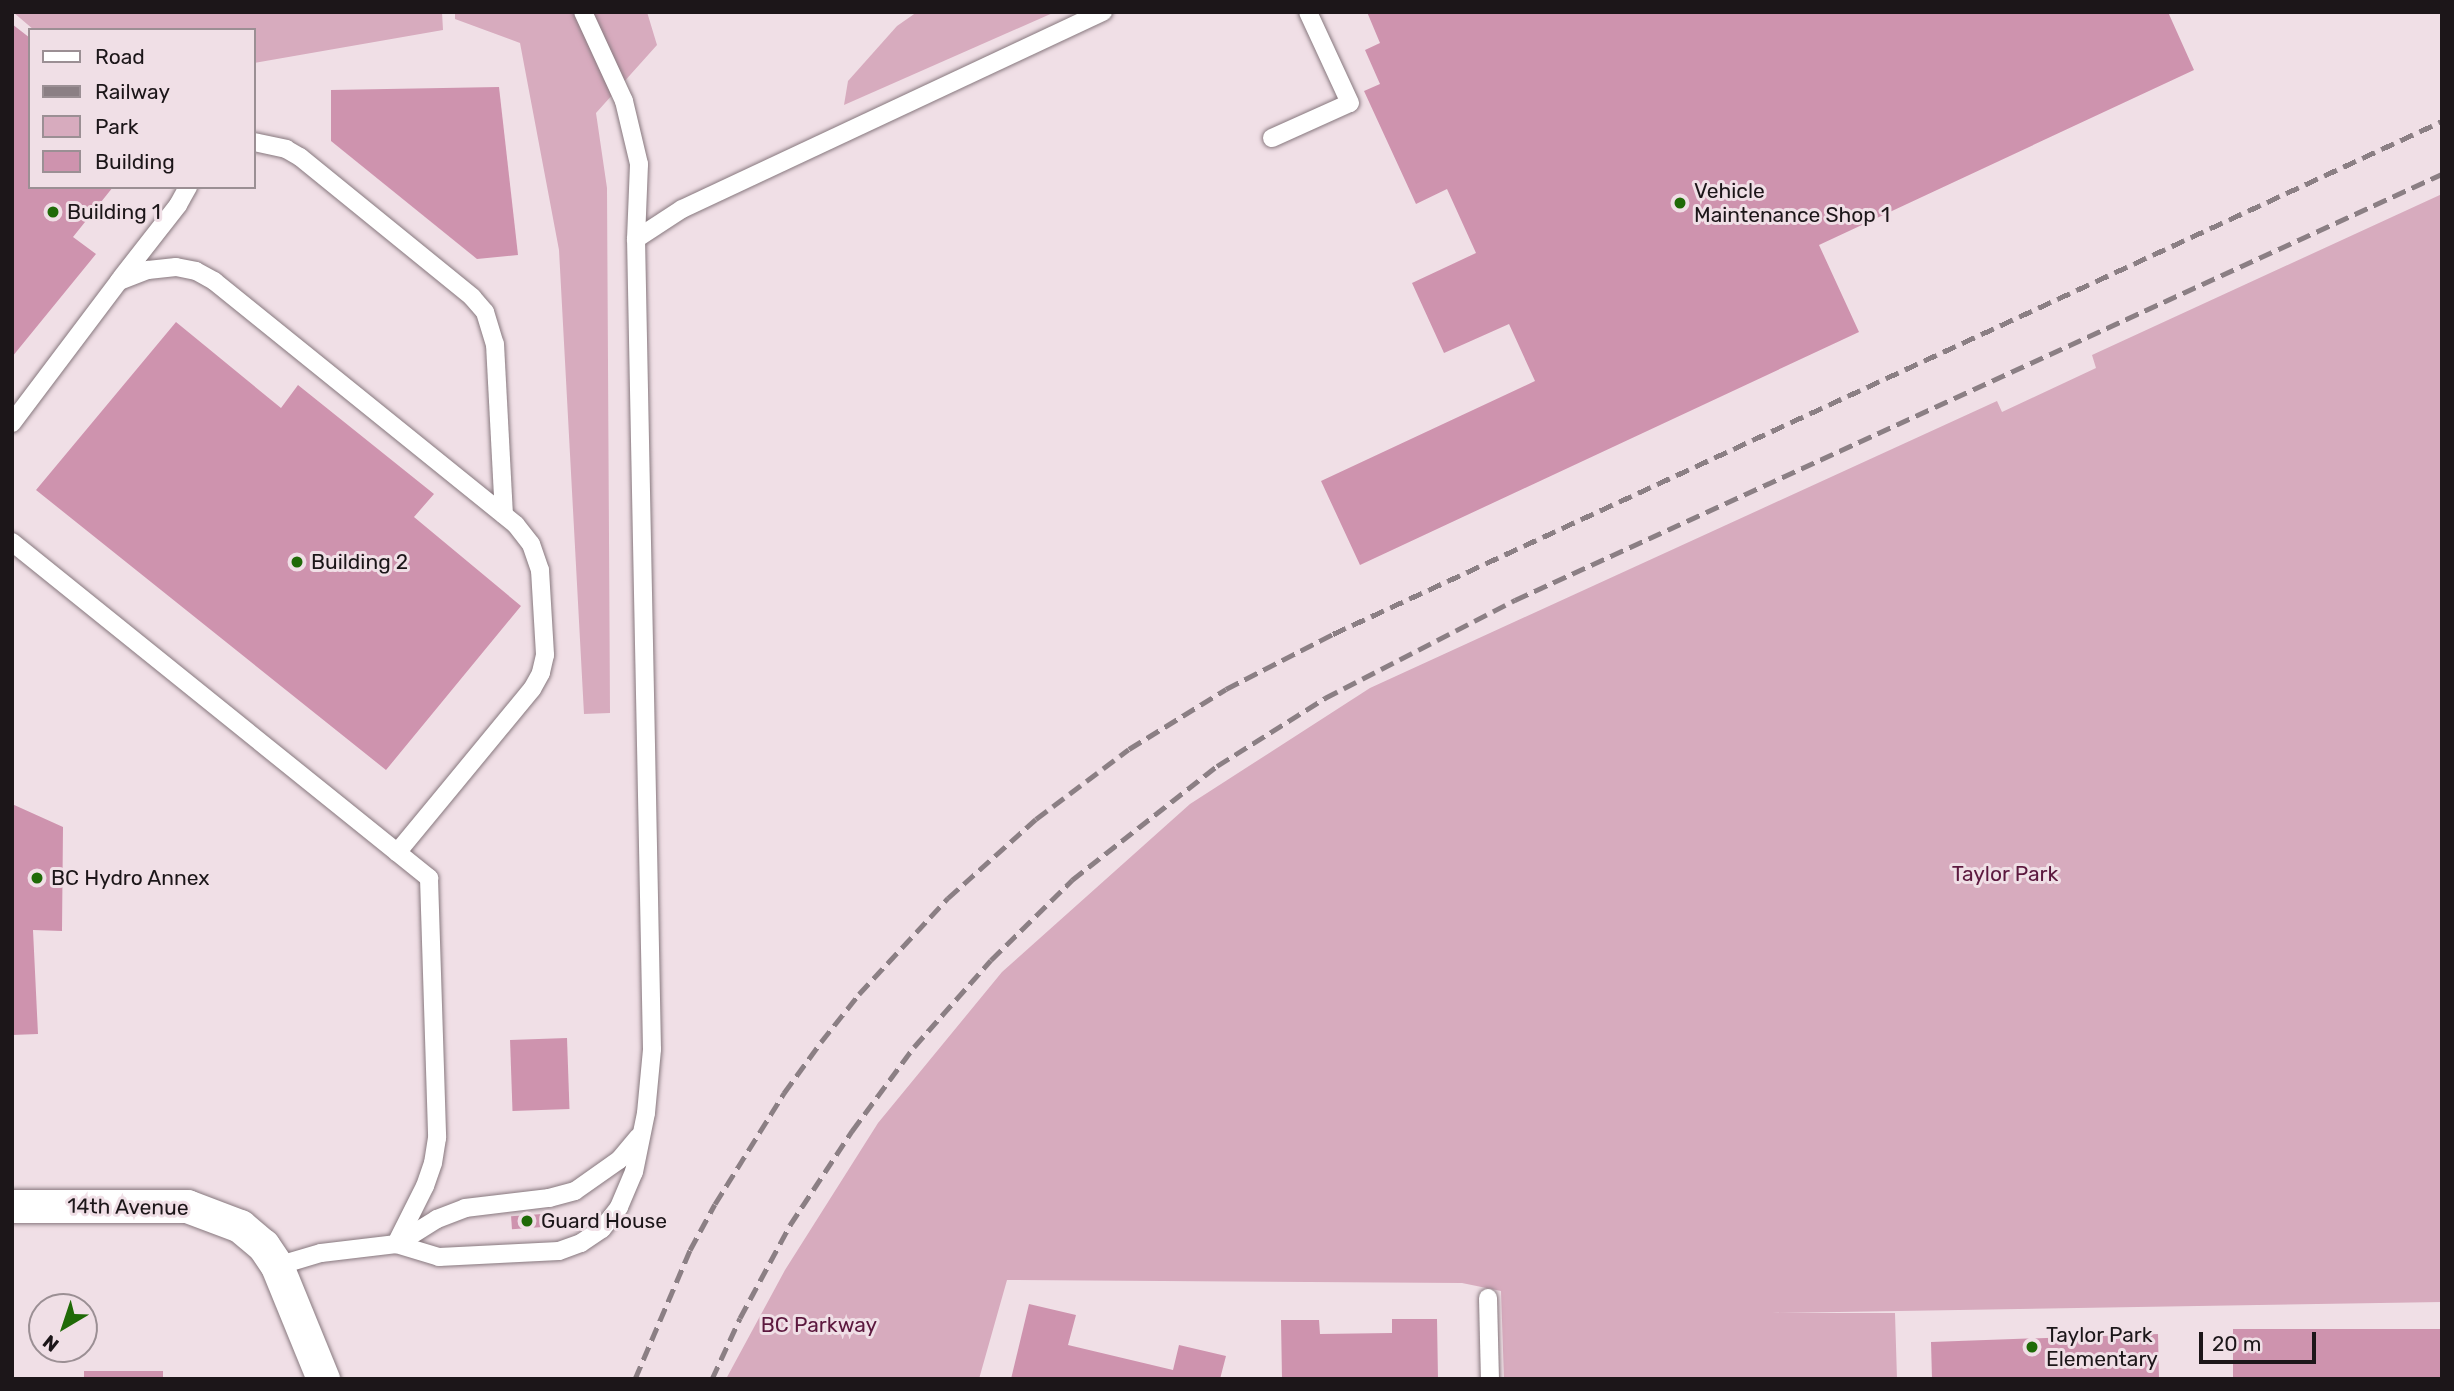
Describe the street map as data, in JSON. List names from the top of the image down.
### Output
{
  "streets": {
    "street": ["14th Avenue"]
  },
  "parks": ["Taylor Park", "BC Parkway"],
  "places": [
    "Vehicle Maintenance Shop 1",
    "Building 1",
    "Building 2",
    "BC Hydro Annex",
    "Guard House",
    "Taylor Park Elementary"
  ],
  "legend": [
    "Road",
    "Railway",
    "Park",
    "Building"
  ],
  "scale_bar": "20 m",
  "north": "bottom left"
}
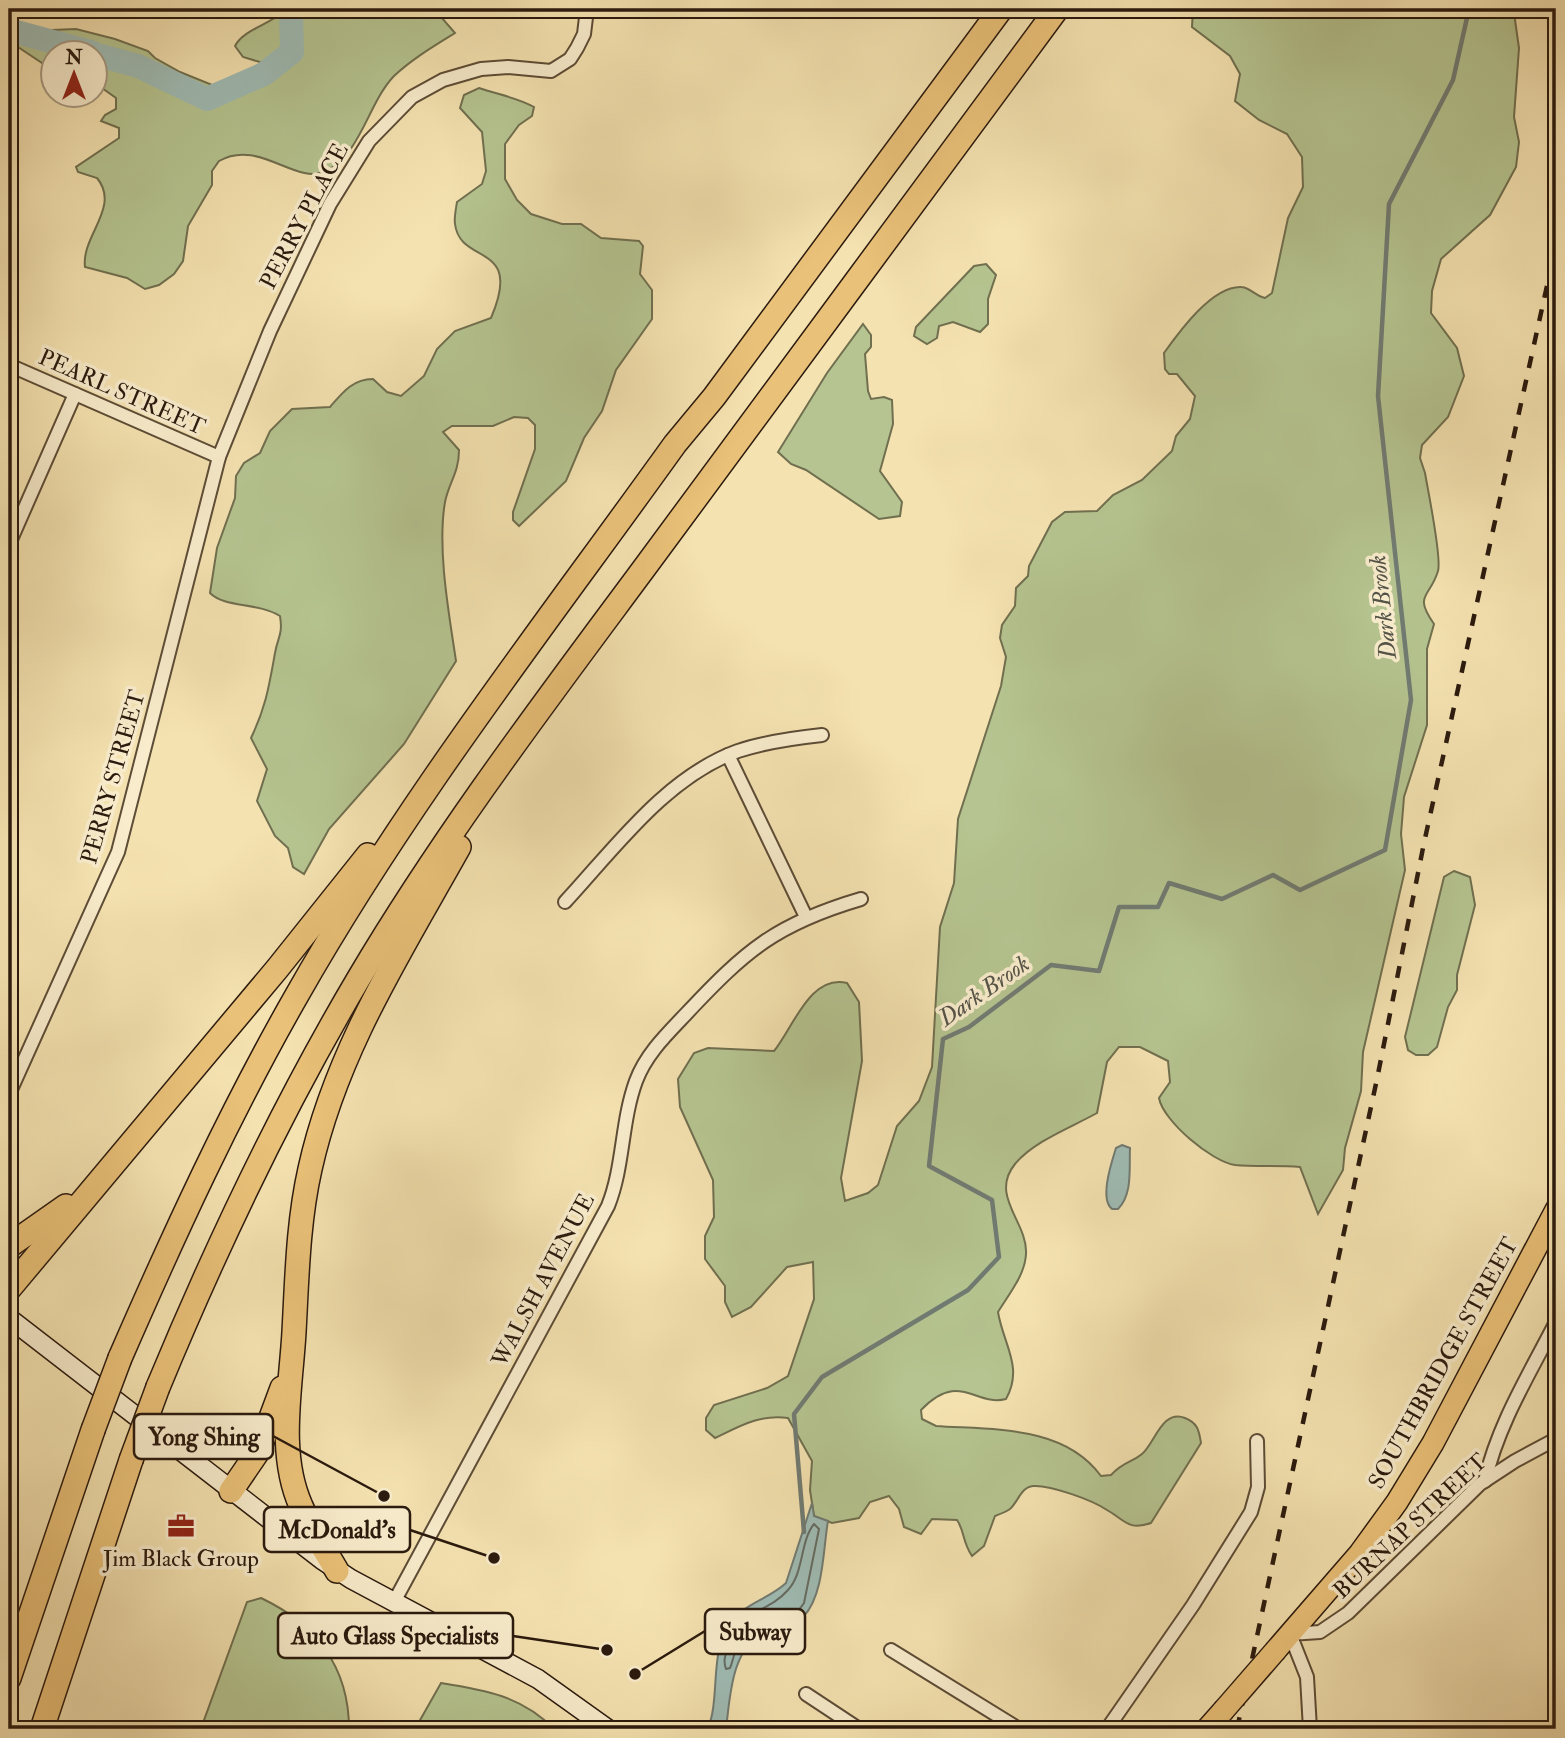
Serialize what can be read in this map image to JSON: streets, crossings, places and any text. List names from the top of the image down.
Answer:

• • •

Return every entry exactly, dropping the pictures.

Response area:
Describe the street map as data, in JSON. List names from the top of the image down.
### Output
{
  "streets": {
    "street": ["14th Avenue"]
  },
  "parks": ["Taylor Park", "BC Parkway"],
  "places": [
    "Vehicle Maintenance Shop 1",
    "Building 1",
    "Building 2",
    "BC Hydro Annex",
    "Guard House",
    "Taylor Park Elementary"
  ],
  "legend": [
    "Road",
    "Railway",
    "Park",
    "Building"
  ],
  "scale_bar": "20 m",
  "north": "bottom left"
}
Serialize what can be read in this map image to JSON: streets, crossings, places and any text. List names from the top of the image down.
Answer:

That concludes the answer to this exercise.